The laminate for wipers of the present invention is a non-woven fabric having low dimensional stability and good dimensional stability, and is excellent in handleability when taken out of a container such as a box type. Further, when the constituent fibers are mixed and used, the flexibility, the touch and the like can be easily adjusted by changing the mixing ratio of the constituent fibers at that time.

[Brief description of the drawings]

FIG. 1 is a perspective view of a laminate for a wiper according to the present invention.

FIG. 2 is a load-elongation curve used to calculate an initial strength-elongation ratio.

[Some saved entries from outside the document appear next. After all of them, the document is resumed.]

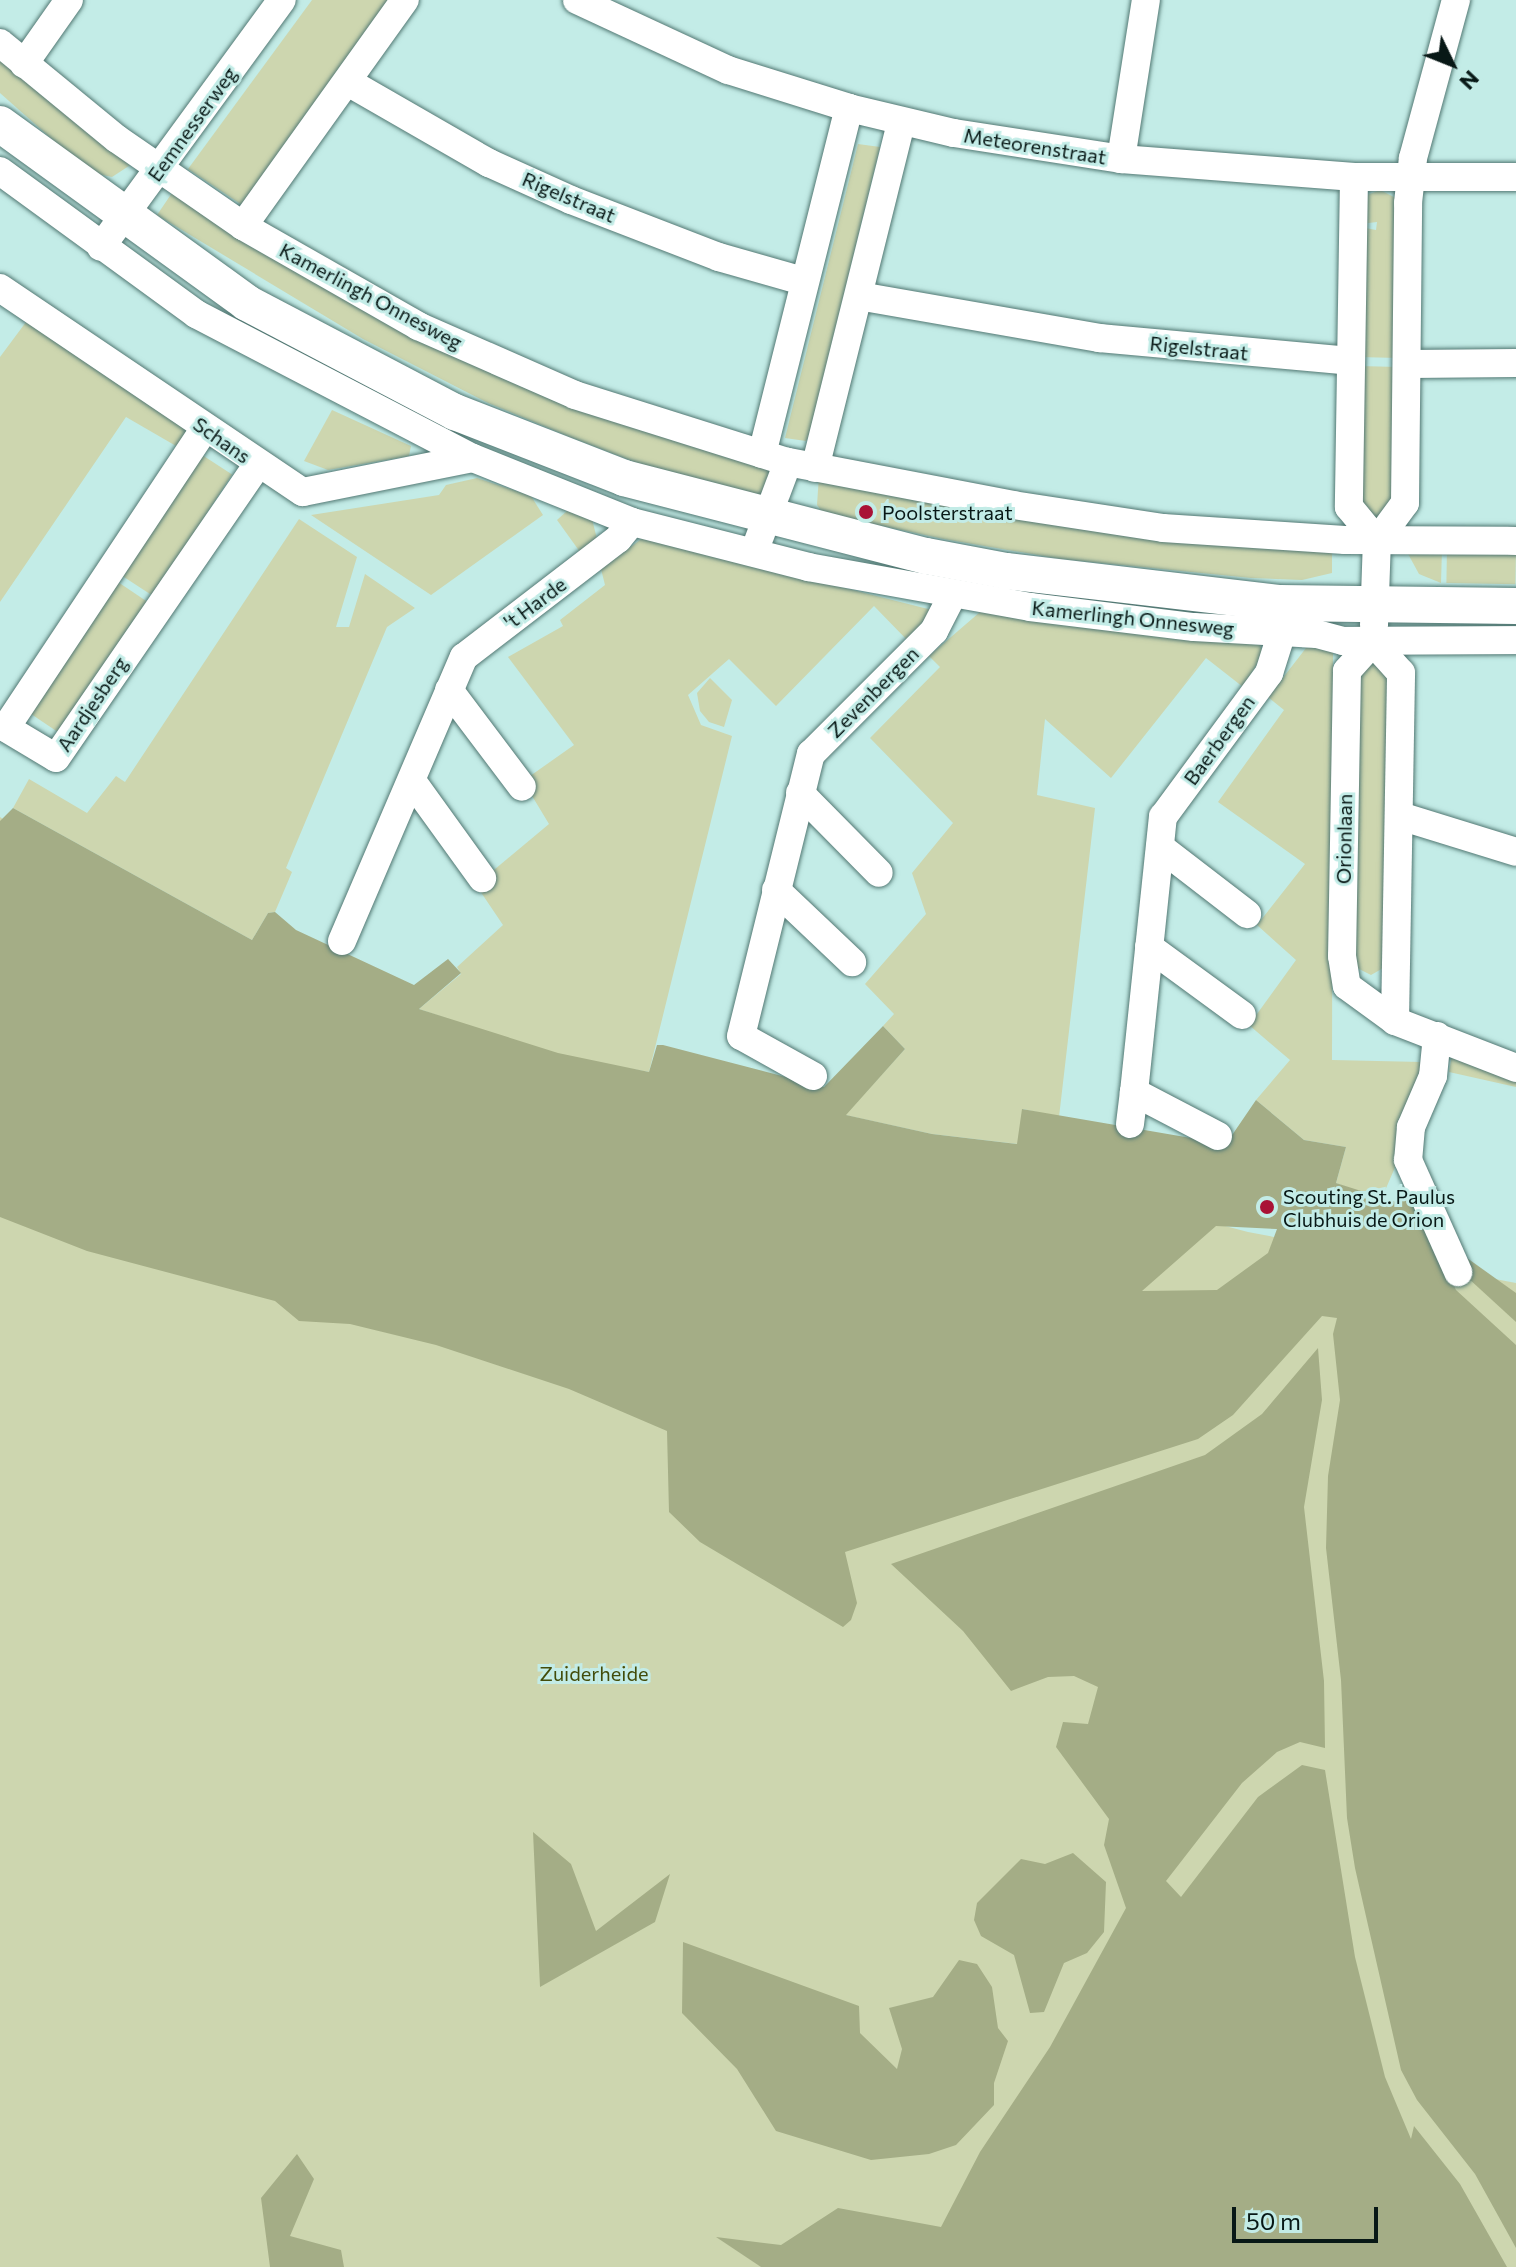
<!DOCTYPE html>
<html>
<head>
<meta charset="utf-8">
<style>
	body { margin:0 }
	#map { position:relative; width:1516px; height:2267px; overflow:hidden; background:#c3ece7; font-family:Commissioner,sans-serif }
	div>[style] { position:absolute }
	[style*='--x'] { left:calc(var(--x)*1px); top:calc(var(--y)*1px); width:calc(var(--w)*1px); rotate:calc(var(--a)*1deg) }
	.green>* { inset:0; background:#cdd6af; transform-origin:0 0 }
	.forest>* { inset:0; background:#a4ad86 }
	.roads { filter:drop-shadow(0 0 2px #527873) drop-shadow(0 0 2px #527873) }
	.minor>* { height:28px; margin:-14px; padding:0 14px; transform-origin:14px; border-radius:14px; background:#fff }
	.major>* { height:36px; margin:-18px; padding:0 18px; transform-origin:18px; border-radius:18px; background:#fff }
	.dots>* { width:22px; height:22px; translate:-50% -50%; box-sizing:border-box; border:4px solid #c3ece7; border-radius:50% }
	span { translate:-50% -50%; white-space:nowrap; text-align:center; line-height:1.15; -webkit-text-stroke:6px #c3ece7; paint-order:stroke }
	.street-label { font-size:20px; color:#081816 }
	.poi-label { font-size:20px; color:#081816 }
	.left { translate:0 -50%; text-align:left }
	.park-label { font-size:20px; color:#424c0a }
	.north { position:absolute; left:1412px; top:24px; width:80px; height:80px; -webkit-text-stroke:6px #c3ece7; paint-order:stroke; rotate:133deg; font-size:22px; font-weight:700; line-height:32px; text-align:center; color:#081816 }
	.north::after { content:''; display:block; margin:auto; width:28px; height:36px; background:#081816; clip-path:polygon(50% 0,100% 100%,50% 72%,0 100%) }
	.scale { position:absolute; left:1232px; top:2207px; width:146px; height:36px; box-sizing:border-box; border:4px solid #081816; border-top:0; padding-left:10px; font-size:24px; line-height:28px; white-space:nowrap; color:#081816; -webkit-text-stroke:6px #c3ece7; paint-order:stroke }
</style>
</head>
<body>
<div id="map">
	<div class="green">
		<i style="clip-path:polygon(312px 0,399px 0,245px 207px,188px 169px)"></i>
		<i style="clip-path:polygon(0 53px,135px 162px,112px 177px,89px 172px,0 93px)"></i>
		<i style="clip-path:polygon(858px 144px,880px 147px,809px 436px,806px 441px,785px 438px)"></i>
		<i style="clip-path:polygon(174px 190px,256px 244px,774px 467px,765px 498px,640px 464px,570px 437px,488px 403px,363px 339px,157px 215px)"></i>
		<i style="clip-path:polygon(1380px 190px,1398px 199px,1399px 358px,1358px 357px,1360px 227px,1376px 230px,1377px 222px,1360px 224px,1367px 195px)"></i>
		<i style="clip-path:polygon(29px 318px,194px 430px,183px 450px,126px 417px,0 602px,0 357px)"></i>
		<i style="clip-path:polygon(1358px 366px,1399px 367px,1397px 502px,1379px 520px,1361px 514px)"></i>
		<i style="clip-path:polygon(332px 410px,411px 446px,409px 456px,328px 470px,304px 461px)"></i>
		<i style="left:196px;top:451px;width:43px;height:145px;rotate:33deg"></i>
		<i style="clip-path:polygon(819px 476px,1332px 546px,1332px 573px,1302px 580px,1251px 578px,1061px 559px,943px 539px,823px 513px,817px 505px)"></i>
		<i style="clip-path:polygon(477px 478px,531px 496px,543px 515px,431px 595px,311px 515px,439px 495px,446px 485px)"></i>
		<i style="clip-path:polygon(568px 510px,592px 519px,597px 539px,580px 552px,557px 520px)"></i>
		<i style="clip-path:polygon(299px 519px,357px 557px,336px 627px,349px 627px,365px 574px,415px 608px,387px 627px,286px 868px,292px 872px,275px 912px,268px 913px,252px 940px,13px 808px,29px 779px,87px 813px,116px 776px,125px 782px)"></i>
		<i style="clip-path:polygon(644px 537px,932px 610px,909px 642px,874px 606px,776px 706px,729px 659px,688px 695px,701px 725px,732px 736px,649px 1072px,610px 1065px,1248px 1232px,1516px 1283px,1516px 2267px,0 2267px,0 817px,92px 879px,432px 1021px,463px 1024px,419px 1009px,461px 974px,457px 967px,503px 925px,476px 885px,549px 824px,523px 781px,574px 745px,508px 657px,563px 626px,560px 620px,605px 585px,601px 569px)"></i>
		<i style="left:1447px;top:548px;width:69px;height:35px;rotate:1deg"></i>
		<i style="clip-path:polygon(1442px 549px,1441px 583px,1419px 574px,1407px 552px)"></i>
		<i style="left:112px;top:578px;width:43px;height:158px;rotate:34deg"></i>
		<i style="clip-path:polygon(980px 612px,1260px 645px,1263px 654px,1243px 687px,1206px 658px,1111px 778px,1045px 719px,1037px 795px,1095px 808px,1059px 1117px,1023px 1109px,1018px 1144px,932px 1134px,845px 1115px,905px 1049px,883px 1026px,894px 1014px,865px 984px,926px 914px,912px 873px,953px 823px,870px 738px,940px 667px,929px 656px)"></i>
		<i style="clip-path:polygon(1306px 648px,1333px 648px,1332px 1060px,1422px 1062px,1396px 1165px,1381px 1200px,1336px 1183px,1346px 1147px,1304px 1140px,1256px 1100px,1290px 1060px,1249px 1025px,1296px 960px,1257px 925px,1305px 864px,1218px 802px,1284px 710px,1268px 697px)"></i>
		<i style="clip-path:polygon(1369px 656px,1394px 675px,1385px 967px,1371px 975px,1353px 966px,1353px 673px)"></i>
		<i style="clip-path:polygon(710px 678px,732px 700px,724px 727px,709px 722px,700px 711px,697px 693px)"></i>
		<i style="clip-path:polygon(1452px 1055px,1516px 1077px,1516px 1087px,1449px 1072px)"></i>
	</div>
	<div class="forest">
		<i style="clip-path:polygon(evenodd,13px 808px,252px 940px,268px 913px,275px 912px,296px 930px,414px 985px,448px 959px,461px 973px,419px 1009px,558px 1053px,649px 1072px,657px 1045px,663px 1045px,824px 1087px,883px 1026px,905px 1049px,846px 1115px,932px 1134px,1017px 1144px,1022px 1109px,1226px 1144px,1256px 1100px,1304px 1140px,1346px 1147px,1336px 1183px,1399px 1203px,1406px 1187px,1456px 1290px,1516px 1345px,1516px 2248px,1475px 2174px,1417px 2100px,1401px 2070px,1355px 1868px,1347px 1818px,1341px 1680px,1326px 1548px,1328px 1476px,1340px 1400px,1333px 1334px,1337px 1318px,1322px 1316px,1233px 1415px,1198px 1439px,845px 1552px,857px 1603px,851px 1620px,843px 1627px,700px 1542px,669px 1512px,667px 1431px,569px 1389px,436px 1345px,350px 1324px,299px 1321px,275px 1301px,87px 1251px,0 1217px,0 821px,13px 808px,1216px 1226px,1277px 1229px,1268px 1253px,1217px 1290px,1142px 1291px,1216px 1226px)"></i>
		<i style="clip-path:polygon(1460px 1253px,1516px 1293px,1516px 1322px,1468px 1278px)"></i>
		<i style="clip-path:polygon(1318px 1348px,1322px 1400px,1304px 1507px,1324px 1681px,1325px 1748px,1300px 1742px,1277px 1752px,1242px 1783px,1166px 1881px,1181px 1897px,1258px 1797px,1302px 1765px,1325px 1770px,1355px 1957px,1385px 2077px,1411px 2139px,1414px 2126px,1460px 2184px,1507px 2267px,761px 2267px,716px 2237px,781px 2245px,838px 2208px,941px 2227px,980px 2152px,1050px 2047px,1126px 1908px,1104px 1845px,1109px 1819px,1056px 1747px,1063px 1722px,1088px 1724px,1098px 1687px,1074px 1676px,1048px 1677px,1011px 1691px,963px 1631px,891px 1564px,1205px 1455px,1262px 1414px)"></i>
		<i style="clip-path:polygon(533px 1832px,571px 1864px,596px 1931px,670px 1874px,655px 1922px,540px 1987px)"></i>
		<i style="clip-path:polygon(1073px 1853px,1106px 1882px,1104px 1932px,1087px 1953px,1064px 1963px,1044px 2012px,1030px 2013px,1014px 1955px,981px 1936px,974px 1920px,977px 1903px,1021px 1859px,1045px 1864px)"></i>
		<i style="clip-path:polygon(683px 1942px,859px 2006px,860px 2033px,897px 2069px,902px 2049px,889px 2008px,933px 1997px,959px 1960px,977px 1964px,992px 1987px,998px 2028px,1008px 2041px,994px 2083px,994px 2105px,956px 2145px,929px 2154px,871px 2160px,776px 2131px,737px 2069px,682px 2013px)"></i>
		<i style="clip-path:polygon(297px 2154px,314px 2179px,290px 2236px,341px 2250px,344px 2267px,270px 2267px,261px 2198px)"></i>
	</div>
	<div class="roads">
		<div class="minor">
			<i style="--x:577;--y:0;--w:166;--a:24.9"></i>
			<i style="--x:728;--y:70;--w:127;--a:17.4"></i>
			<i style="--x:849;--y:108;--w:108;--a:13.4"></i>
			<i style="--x:954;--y:133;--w:169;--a:8.8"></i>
			<i style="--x:1121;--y:159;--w:234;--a:4.4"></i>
			<i style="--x:1354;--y:177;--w:162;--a:0"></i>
			<i style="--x:0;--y:43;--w:151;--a:39.4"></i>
			<i style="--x:117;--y:139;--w:153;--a:34.6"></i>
			<i style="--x:243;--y:226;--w:202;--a:29.7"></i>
			<i style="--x:418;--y:326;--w:171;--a:23.7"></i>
			<i style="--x:575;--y:395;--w:223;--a:17.5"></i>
			<i style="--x:788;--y:462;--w:229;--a:10.8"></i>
			<i style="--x:1013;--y:505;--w:152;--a:8.7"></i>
			<i style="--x:1163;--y:528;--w:182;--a:3.8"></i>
			<i style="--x:1345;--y:540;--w:171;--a:0.3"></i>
			<i style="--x:24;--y:64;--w:78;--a:-54.9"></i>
			<i style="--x:348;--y:82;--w:163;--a:29.9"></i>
			<i style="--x:489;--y:163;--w:90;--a:24.3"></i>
			<i style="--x:571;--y:200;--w:159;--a:21.1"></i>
			<i style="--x:719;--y:257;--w:87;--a:15.9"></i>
			<i style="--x:1121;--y:159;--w:161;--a:-81.1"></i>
			<i style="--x:0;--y:171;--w:243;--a:36.1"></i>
			<i style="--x:196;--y:314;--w:312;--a:27.5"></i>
			<i style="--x:473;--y:458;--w:171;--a:21.9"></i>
			<i style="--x:632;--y:522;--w:182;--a:14.3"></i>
			<i style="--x:808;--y:567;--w:226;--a:10.2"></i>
			<i style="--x:1030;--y:607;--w:165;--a:7"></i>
			<i style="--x:1194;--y:627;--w:123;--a:3.3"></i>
			<i style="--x:1317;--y:634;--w:27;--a:15"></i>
			<i style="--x:1343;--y:641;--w:173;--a:-0.3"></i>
			<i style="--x:1354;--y:177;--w:330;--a:90.9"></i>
			<i style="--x:1349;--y:507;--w:44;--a:50.5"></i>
			<i style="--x:1377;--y:541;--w:47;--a:-53.6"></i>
			<i style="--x:1405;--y:503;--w:300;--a:-89.4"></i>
			<i style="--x:1408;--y:203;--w:45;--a:-83.7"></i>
			<i style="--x:1413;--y:158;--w:164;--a:-74.8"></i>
			<i style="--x:243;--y:226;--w:278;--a:-54.4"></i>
			<i style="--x:101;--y:247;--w:306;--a:-53.8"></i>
			<i style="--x:0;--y:288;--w:365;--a:34"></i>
			<i style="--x:303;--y:492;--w:173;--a:-11.3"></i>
			<i style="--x:859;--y:296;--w:244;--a:9.9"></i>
			<i style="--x:1099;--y:338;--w:252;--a:5.2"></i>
			<i style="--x:1410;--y:364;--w:106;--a:-0.5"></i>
			<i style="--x:205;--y:428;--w:360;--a:123.6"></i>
			<i style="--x:6;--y:728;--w:58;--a:31"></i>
			<i style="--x:56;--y:758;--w:357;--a:-55.5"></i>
			<i style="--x:762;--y:454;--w:357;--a:-75.9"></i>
			<i style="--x:815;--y:468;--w:357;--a:-76"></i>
			<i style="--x:754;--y:552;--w:96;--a:-69.3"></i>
			<i style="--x:1374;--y:625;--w:84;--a:-88"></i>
			<i style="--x:449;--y:690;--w:121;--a:53"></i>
			<i style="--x:412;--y:781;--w:120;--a:54.2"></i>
			<i style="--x:800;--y:793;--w:112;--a:45.4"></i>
			<i style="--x:1400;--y:816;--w:121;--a:17.2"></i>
			<i style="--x:1160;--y:847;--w:110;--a:37.6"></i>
			<i style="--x:776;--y:890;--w:105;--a:43.5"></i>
			<i style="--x:342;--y:941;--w:309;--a:-66.8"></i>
			<i style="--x:464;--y:657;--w:194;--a:-37.5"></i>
			<i style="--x:618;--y:539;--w:22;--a:-51"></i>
			<i style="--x:1149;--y:947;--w:115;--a:36.2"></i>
			<i style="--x:1395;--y:1021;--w:348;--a:-89"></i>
			<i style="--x:1401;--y:673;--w:42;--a:-132.1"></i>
			<i style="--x:1373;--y:642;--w:39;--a:132"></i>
			<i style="--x:1347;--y:671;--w:285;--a:91"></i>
			<i style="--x:1342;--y:956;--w:30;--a:81"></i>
			<i style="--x:1347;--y:986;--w:59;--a:36.1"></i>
			<i style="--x:1395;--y:1021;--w:130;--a:21.2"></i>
			<i style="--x:1437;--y:1036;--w:40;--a:95.7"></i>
			<i style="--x:1433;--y:1076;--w:56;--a:113.3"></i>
			<i style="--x:1411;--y:1127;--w:33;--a:95"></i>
			<i style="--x:1408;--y:1160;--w:123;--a:65.9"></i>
			<i style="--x:813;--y:1076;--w:82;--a:-150.9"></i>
			<i style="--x:741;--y:1036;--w:291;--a:-76.1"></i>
			<i style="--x:811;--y:754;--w:174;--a:-45"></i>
			<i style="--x:934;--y:631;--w:42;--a:-62.8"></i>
			<i style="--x:1130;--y:1124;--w:32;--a:-83"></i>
			<i style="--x:1218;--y:1136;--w:95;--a:-152.4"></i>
			<i style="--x:1134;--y:1092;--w:277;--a:-84"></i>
			<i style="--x:1163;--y:817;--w:179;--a:-53.6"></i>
			<i style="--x:1269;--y:673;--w:43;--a:-72.4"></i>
		</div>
		<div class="major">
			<i style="--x:0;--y:124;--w:305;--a:35.9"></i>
			<i style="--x:247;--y:303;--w:235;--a:27.7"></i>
			<i style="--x:455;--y:412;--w:181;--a:21.3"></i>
			<i style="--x:624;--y:478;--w:312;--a:14.5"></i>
			<i style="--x:926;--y:556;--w:81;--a:10.6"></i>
			<i style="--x:1006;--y:571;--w:276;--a:6.7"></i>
			<i style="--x:1280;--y:603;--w:236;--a:0.7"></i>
		</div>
	</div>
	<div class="dots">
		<i style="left:866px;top:512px;background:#a91236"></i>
		<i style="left:1267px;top:1207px;background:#a91236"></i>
	</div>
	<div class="street-label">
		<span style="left:192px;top:124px;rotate:-54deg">Eemnesserweg</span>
		<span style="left:1035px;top:146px;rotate:9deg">Meteorenstraat</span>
		<span style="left:569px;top:197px;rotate:23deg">Rigelstraat</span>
		<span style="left:371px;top:296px;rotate:28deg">Kamerlingh Onnesweg</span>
		<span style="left:1199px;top:348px;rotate:6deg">Rigelstraat</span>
		<span style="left:222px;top:440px;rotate:35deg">Schans</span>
		<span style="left:535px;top:603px;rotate:-37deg">'t Harde</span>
		<span style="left:1133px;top:618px;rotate:6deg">Kamerlingh Onnesweg</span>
		<span style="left:873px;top:692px;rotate:-45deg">Zevenbergen</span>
		<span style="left:92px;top:704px;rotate:-56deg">Aardjesberg</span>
		<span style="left:1219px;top:740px;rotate:-54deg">Baerbergen</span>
		<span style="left:1344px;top:839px;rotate:-89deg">Orionlaan</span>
	</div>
	<div class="poi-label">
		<span class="left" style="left:882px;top:512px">Poolsterstraat</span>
		<span class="left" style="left:1283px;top:1208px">Scouting St. Paulus<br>Clubhuis de Orion</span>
	</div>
	<div class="park-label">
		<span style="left:594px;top:1673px">Zuiderheide</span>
	</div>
	<div class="north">N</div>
	<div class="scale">50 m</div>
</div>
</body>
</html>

FIG. 3 is a graph showing a change in water retention over time used to calculate a change in water retention.

[Explanation of symbols]

 1. 1. Wiper laminate 2. Ridge-shaped peaks where constituent fibers are densely gathered. Groove-shaped valleys where the constituent fibers are roughly gathered

Continuation of front page (56) References JP-A-60-183139 (JP, A) JP-A-8-176944 (JP, A) JP-A-9-98920 (JP, A) JP-A-8-60509 (JP) , A) JP-A-58-132155 (JP, A) (58) Fields investigated (Int. Cl. ⁷ , DB name) B32B 1/00-35/00 D04H 1/00-18/00 A47L 13/16

Claims (8)

(57) [Claims] 1 to 20% by weight of a hydrophilic fiber, 0 to 40% by weight of a polyester fiber, and 20 to 80% by weight of a heat-adhesive fiber.
In a laminate in which a pulp fiber layer is interposed between two fiber web layers each consisting of 80% by weight and three layers are entangled and integrated by a high-pressure water flow and thermally bonded by a heat-bondable fiber, The densely assembled ridge-shaped ridges and the groove-shaped valleys where the constituent fibers are roughly gathered alternately exist in the longitudinal direction of the laminate by 15 to 100 ridges / 25 mm each. A laminate for a wiper having a degree ratio of 0.6 or less in a dry state and / or 0.3 or less in a wet state. 2. The laminate for a wiper according to claim 1, wherein the elongation at break in a dry state and / or a wet state is 80% or less. 3. The wiper laminate according to claim 1, wherein the amount of change in water retention is 70 or less. 4. The wiper laminate according to claim 1, wherein the content of the hydrophilic fiber is 40 to 60% by weight, and the content of the thermoadhesive fiber is 60 to 40% by weight. 5. The wiper laminate according to claim 1, wherein the basis weight is 20 to 100 g / m ² . 6. The wiper laminate according to claim 1, wherein the hydrophilic fiber is rayon fiber. 7. The heat-adhesive fiber has a melting point (T1 ° C.) of 130 <.
The first component is a thermoplastic resin having a range of T1 <300, and the second component is a thermoplastic resin having a melting point of at least 20 ° C. lower than the melting point of the first component. The wiper laminate according to any one of claims 1 to 6, wherein the laminate is a core-sheath composite fiber or an eccentric core-sheath composite fiber. 8. The laminate for a wiper according to claim 1, wherein the pulp fiber layer is 100% pulp.